As Waters stood in the crowded hall, a cool hand closed around his wrist, and something feather-soft brushed the side of his face. Before he could react, a sultry voice said, “You didn’t imagine anything, Johnny. It’s me. Me. Call me tomorrow.” Then something wet brushed the shell of his ear. Before he could jerk away, sharp teeth bit down on his earlobe, and then the air was cold against his skin. He tried not to whirl, but he turned quickly enough to see the red dress and black mane of hair vanish through the door.

He thought Eve was gone, but then she reappeared, the upper half of her face hidden by an eerily predatory mask of sequins and feathers. She did not smile, but her gaze burned through the eyeholes of the mask with such intensity that a shiver went through him. Then the door closed, and she was gone.

“I’m ready,” Lily said from his left. “Let’s go before someone else traps me.

Waters began to walk on feet he could barely feel. You didn’t imagine anything … It’s me …

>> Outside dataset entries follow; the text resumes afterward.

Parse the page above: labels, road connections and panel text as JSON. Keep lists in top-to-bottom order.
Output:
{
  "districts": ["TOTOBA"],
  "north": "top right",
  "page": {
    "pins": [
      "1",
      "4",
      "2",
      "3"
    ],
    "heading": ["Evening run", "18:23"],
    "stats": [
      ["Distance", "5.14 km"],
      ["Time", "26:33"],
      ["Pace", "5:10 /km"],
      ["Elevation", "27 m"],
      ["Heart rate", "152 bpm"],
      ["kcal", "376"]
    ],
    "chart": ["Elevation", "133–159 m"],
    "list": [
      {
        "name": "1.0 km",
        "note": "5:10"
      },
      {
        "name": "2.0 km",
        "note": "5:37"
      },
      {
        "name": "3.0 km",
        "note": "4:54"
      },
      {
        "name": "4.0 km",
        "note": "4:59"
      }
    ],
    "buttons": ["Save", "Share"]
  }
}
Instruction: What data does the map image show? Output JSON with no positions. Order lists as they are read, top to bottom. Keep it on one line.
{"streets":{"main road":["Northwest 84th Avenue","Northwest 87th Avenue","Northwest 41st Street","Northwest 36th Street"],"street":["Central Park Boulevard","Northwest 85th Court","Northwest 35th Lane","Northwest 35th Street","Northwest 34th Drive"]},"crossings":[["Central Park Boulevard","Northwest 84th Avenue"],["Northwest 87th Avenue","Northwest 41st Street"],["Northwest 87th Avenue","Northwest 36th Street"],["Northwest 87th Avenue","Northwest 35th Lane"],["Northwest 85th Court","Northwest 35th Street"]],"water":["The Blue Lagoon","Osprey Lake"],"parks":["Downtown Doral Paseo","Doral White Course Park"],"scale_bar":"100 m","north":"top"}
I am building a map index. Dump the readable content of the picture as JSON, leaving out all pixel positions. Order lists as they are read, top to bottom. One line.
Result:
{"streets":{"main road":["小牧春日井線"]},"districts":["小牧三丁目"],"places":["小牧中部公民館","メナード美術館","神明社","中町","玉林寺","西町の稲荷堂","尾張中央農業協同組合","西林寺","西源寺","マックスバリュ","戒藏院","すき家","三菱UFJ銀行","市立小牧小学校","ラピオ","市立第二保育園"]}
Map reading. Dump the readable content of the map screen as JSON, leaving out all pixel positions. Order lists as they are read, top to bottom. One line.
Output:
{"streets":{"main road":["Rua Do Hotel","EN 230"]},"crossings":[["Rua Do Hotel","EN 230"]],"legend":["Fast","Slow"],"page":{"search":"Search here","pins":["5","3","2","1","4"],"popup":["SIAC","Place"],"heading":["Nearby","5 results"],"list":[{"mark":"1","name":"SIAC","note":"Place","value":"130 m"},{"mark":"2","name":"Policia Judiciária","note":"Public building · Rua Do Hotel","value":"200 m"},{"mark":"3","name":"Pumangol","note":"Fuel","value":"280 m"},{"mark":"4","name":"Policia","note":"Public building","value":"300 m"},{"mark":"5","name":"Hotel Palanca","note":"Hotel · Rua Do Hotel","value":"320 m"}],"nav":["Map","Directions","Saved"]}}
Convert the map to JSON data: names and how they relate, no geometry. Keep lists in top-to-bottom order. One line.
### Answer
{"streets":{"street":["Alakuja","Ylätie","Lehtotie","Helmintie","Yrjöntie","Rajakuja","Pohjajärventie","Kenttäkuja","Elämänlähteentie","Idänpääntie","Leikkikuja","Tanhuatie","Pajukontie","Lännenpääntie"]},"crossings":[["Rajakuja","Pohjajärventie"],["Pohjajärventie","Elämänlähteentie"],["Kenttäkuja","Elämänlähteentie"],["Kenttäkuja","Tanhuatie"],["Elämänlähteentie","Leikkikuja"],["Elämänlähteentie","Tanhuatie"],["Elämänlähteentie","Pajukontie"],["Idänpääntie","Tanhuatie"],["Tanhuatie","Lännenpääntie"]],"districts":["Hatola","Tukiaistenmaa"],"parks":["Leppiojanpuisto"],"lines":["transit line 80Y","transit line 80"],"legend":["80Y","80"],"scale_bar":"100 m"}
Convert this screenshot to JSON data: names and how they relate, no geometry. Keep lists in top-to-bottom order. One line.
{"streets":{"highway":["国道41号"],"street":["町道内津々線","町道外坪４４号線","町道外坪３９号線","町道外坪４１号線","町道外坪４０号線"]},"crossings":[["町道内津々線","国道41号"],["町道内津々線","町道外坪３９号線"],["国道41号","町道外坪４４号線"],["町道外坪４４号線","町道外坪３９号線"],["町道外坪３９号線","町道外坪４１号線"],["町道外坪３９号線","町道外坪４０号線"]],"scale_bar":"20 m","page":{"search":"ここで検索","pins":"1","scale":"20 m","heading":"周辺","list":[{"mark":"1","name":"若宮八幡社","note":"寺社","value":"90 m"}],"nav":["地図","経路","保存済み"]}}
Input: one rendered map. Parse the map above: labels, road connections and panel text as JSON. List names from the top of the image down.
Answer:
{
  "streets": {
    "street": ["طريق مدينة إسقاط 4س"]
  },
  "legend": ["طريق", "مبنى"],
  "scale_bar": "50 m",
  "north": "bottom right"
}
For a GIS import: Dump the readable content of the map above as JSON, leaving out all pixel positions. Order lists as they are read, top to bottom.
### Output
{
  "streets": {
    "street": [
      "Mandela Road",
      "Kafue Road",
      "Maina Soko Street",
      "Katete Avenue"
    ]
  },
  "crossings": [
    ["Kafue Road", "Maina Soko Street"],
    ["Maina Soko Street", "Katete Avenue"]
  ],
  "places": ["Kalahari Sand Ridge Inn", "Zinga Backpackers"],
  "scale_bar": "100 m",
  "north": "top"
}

He hesitated at the door. If he walked outside now, he and Lily would have to go down the steps and stand with Eve while they waited for the valets to get their cars. He would have to make small talk. Watch the women measure each other. Call me tomorrow …

“What’s the matter?” asked Lily.

“Nothing.”

Lily pulled open the great door and walked through. Waters hesitated, then stepped out into the flickering yellow light coming from the brass gasolier above their heads.

Eve stood at the foot of the wide steps, her back to them, waiting for her car. Her shoulders were bare, her skin still tanned despite the changing season.

You didn’t imagine anything, Johnny …

As Lily started down the steps, Waters caught movement to his left and instinctively turned toward it. Standing on the porch smoking a cigar was Penn Cage’s father, Tom Cage. A general practitioner who had treated Waters’s father until his death, Tom Cage took a token position in all of Waters’s wells. He’d had a three sixty-fourths interest in the Jackson Point deal.

“Hey, Doc,” Waters said, stepping over and extending his hand. “You recovered from that spanking we took?”

“I’m philosophical about losses,” Dr. Cage replied. “I don’t risk much. I never make a killing, but neither do I lose my buttocks.”

“That’s a good attitude.”

Tom smiled through his silver beard. “You should recommend it to your partner.

“Cole?”

“Last time Smith was in my office, his pressure was way up. And that scotch isn’t doing his liver any favors. Or his diabetes.”

Cole had been diagnosed with adult-onset diabetes two years ago, but he ignored his condition so regularly that Waters sometimes forgot he had it. “I’ll talk to him,” he promised.

“Good. He doesn’t give a damn what I tell him. And make him take that pressure medication. If it’s giving him side effects, we’ll find another drug.”

“Thanks.”

Waters looked down the steps and saw Lily standing alone as Eve Sumner swept toward the driver’s door of a black Lexus. Eve didn’t acknowledge Waters, but she winked at Lily before she disappeared into the car’s interior. As Waters gaped, the Lexus shot forward with an aggressive rumble.

He descended the steps and stood beside Lily as the Acura pulled up the circular drive. “She must sell a lot of houses,” he said, trying to sound casual. “That was an LS-four-thirty.”

“I wonder who paid for it,” Lily said archly. “But maybe she did. All the real estate agents drive more car than they can afford. They think image is everything in that business.”